(AVAILABLE DATA Opens)
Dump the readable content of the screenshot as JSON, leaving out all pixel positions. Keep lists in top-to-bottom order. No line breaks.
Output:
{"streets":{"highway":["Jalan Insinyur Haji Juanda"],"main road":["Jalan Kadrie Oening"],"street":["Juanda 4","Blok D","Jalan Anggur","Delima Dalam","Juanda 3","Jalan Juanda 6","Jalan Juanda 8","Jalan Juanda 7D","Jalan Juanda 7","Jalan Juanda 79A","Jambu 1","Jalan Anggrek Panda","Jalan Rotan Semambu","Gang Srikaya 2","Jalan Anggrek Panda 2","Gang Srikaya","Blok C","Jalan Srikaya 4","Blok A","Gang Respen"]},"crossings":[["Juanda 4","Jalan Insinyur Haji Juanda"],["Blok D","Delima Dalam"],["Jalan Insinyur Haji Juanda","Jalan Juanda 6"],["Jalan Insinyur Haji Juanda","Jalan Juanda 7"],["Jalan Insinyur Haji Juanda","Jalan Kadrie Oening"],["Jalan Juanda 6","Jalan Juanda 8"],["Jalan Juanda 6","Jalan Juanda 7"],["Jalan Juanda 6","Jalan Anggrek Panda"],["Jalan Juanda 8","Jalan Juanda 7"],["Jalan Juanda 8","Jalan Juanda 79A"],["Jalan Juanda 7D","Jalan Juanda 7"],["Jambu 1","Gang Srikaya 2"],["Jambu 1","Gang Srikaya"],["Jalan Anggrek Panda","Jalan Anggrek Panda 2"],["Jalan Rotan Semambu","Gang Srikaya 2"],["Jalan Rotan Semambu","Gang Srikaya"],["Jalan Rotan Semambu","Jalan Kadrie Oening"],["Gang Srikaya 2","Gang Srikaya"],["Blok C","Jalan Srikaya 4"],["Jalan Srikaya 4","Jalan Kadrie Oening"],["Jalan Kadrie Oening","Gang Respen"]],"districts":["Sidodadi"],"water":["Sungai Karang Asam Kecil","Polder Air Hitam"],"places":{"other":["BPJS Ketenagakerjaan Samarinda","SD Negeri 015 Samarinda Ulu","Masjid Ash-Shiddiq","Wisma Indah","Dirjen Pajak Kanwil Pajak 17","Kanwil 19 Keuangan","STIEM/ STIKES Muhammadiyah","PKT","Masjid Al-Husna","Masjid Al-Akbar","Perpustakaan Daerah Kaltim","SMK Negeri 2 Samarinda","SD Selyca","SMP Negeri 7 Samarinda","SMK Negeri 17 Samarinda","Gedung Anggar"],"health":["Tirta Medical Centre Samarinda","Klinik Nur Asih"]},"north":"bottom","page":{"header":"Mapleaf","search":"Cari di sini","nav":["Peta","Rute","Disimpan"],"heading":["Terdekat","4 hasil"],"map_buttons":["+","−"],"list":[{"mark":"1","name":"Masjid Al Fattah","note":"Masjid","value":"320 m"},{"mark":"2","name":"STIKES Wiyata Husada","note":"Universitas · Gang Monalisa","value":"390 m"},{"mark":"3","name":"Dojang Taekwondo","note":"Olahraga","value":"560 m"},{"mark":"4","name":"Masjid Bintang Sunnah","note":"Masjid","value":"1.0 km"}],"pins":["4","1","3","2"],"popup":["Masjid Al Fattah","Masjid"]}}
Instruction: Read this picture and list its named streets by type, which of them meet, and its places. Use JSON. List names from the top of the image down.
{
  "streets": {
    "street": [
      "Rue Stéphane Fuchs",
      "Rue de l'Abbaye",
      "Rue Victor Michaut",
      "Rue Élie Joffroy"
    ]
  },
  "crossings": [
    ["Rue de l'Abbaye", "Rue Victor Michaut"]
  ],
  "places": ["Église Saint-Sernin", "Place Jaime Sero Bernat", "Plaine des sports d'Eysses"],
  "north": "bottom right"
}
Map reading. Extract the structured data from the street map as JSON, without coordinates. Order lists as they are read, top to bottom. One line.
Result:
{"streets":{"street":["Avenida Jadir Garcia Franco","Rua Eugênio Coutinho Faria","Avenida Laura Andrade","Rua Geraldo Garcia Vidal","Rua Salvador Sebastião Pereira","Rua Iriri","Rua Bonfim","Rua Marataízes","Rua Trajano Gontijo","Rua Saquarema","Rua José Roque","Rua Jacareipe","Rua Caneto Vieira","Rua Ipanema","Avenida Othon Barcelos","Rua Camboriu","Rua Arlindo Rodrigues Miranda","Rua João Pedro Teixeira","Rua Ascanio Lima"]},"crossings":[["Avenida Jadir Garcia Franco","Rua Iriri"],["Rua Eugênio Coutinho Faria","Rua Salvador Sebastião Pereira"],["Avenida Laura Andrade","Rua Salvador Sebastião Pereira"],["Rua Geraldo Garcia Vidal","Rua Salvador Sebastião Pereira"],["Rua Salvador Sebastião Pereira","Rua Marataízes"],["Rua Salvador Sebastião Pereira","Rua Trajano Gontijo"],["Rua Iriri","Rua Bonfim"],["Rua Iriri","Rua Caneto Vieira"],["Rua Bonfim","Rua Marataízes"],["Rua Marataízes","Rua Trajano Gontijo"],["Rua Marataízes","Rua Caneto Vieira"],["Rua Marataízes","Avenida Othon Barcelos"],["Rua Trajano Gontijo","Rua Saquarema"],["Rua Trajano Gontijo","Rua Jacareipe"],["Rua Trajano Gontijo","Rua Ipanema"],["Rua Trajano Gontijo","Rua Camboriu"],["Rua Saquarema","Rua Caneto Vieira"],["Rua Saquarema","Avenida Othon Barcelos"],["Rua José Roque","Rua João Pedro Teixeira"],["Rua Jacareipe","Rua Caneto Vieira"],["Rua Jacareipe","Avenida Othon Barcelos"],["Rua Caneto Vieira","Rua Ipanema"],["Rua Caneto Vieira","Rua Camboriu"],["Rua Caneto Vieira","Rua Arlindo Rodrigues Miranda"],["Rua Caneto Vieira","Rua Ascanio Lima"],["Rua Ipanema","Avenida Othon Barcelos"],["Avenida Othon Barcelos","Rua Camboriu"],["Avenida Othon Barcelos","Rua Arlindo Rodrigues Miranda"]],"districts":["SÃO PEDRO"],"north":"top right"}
(AVAILABLE DATA Closes)
• _TASK BRIEF_
The records need to be reproduced in their entirety, word for word.

• _YOUR SOLUTION_
Dump the readable content of the screenshot as JSON, leaving out all pixel positions. Keep lists in top-to-bottom order. No line breaks.
Output:
{"streets":{"highway":["Jalan Insinyur Haji Juanda"],"main road":["Jalan Kadrie Oening"],"street":["Juanda 4","Blok D","Jalan Anggur","Delima Dalam","Juanda 3","Jalan Juanda 6","Jalan Juanda 8","Jalan Juanda 7D","Jalan Juanda 7","Jalan Juanda 79A","Jambu 1","Jalan Anggrek Panda","Jalan Rotan Semambu","Gang Srikaya 2","Jalan Anggrek Panda 2","Gang Srikaya","Blok C","Jalan Srikaya 4","Blok A","Gang Respen"]},"crossings":[["Juanda 4","Jalan Insinyur Haji Juanda"],["Blok D","Delima Dalam"],["Jalan Insinyur Haji Juanda","Jalan Juanda 6"],["Jalan Insinyur Haji Juanda","Jalan Juanda 7"],["Jalan Insinyur Haji Juanda","Jalan Kadrie Oening"],["Jalan Juanda 6","Jalan Juanda 8"],["Jalan Juanda 6","Jalan Juanda 7"],["Jalan Juanda 6","Jalan Anggrek Panda"],["Jalan Juanda 8","Jalan Juanda 7"],["Jalan Juanda 8","Jalan Juanda 79A"],["Jalan Juanda 7D","Jalan Juanda 7"],["Jambu 1","Gang Srikaya 2"],["Jambu 1","Gang Srikaya"],["Jalan Anggrek Panda","Jalan Anggrek Panda 2"],["Jalan Rotan Semambu","Gang Srikaya 2"],["Jalan Rotan Semambu","Gang Srikaya"],["Jalan Rotan Semambu","Jalan Kadrie Oening"],["Gang Srikaya 2","Gang Srikaya"],["Blok C","Jalan Srikaya 4"],["Jalan Srikaya 4","Jalan Kadrie Oening"],["Jalan Kadrie Oening","Gang Respen"]],"districts":["Sidodadi"],"water":["Sungai Karang Asam Kecil","Polder Air Hitam"],"places":{"other":["BPJS Ketenagakerjaan Samarinda","SD Negeri 015 Samarinda Ulu","Masjid Ash-Shiddiq","Wisma Indah","Dirjen Pajak Kanwil Pajak 17","Kanwil 19 Keuangan","STIEM/ STIKES Muhammadiyah","PKT","Masjid Al-Husna","Masjid Al-Akbar","Perpustakaan Daerah Kaltim","SMK Negeri 2 Samarinda","SD Selyca","SMP Negeri 7 Samarinda","SMK Negeri 17 Samarinda","Gedung Anggar"],"health":["Tirta Medical Centre Samarinda","Klinik Nur Asih"]},"north":"bottom","page":{"header":"Mapleaf","search":"Cari di sini","nav":["Peta","Rute","Disimpan"],"heading":["Terdekat","4 hasil"],"map_buttons":["+","−"],"list":[{"mark":"1","name":"Masjid Al Fattah","note":"Masjid","value":"320 m"},{"mark":"2","name":"STIKES Wiyata Husada","note":"Universitas · Gang Monalisa","value":"390 m"},{"mark":"3","name":"Dojang Taekwondo","note":"Olahraga","value":"560 m"},{"mark":"4","name":"Masjid Bintang Sunnah","note":"Masjid","value":"1.0 km"}],"pins":["4","1","3","2"],"popup":["Masjid Al Fattah","Masjid"]}}
Instruction: Read this picture and list its named streets by type, which of them meet, and its places. Use JSON. List names from the top of the image down.
{
  "streets": {
    "street": [
      "Rue Stéphane Fuchs",
      "Rue de l'Abbaye",
      "Rue Victor Michaut",
      "Rue Élie Joffroy"
    ]
  },
  "crossings": [
    ["Rue de l'Abbaye", "Rue Victor Michaut"]
  ],
  "places": ["Église Saint-Sernin", "Place Jaime Sero Bernat", "Plaine des sports d'Eysses"],
  "north": "bottom right"
}
Map reading. Extract the structured data from the street map as JSON, without coordinates. Order lists as they are read, top to bottom. One line.
Result:
{"streets":{"street":["Avenida Jadir Garcia Franco","Rua Eugênio Coutinho Faria","Avenida Laura Andrade","Rua Geraldo Garcia Vidal","Rua Salvador Sebastião Pereira","Rua Iriri","Rua Bonfim","Rua Marataízes","Rua Trajano Gontijo","Rua Saquarema","Rua José Roque","Rua Jacareipe","Rua Caneto Vieira","Rua Ipanema","Avenida Othon Barcelos","Rua Camboriu","Rua Arlindo Rodrigues Miranda","Rua João Pedro Teixeira","Rua Ascanio Lima"]},"crossings":[["Avenida Jadir Garcia Franco","Rua Iriri"],["Rua Eugênio Coutinho Faria","Rua Salvador Sebastião Pereira"],["Avenida Laura Andrade","Rua Salvador Sebastião Pereira"],["Rua Geraldo Garcia Vidal","Rua Salvador Sebastião Pereira"],["Rua Salvador Sebastião Pereira","Rua Marataízes"],["Rua Salvador Sebastião Pereira","Rua Trajano Gontijo"],["Rua Iriri","Rua Bonfim"],["Rua Iriri","Rua Caneto Vieira"],["Rua Bonfim","Rua Marataízes"],["Rua Marataízes","Rua Trajano Gontijo"],["Rua Marataízes","Rua Caneto Vieira"],["Rua Marataízes","Avenida Othon Barcelos"],["Rua Trajano Gontijo","Rua Saquarema"],["Rua Trajano Gontijo","Rua Jacareipe"],["Rua Trajano Gontijo","Rua Ipanema"],["Rua Trajano Gontijo","Rua Camboriu"],["Rua Saquarema","Rua Caneto Vieira"],["Rua Saquarema","Avenida Othon Barcelos"],["Rua José Roque","Rua João Pedro Teixeira"],["Rua Jacareipe","Rua Caneto Vieira"],["Rua Jacareipe","Avenida Othon Barcelos"],["Rua Caneto Vieira","Rua Ipanema"],["Rua Caneto Vieira","Rua Camboriu"],["Rua Caneto Vieira","Rua Arlindo Rodrigues Miranda"],["Rua Caneto Vieira","Rua Ascanio Lima"],["Rua Ipanema","Avenida Othon Barcelos"],["Avenida Othon Barcelos","Rua Camboriu"],["Avenida Othon Barcelos","Rua Arlindo Rodrigues Miranda"]],"districts":["SÃO PEDRO"],"north":"top right"}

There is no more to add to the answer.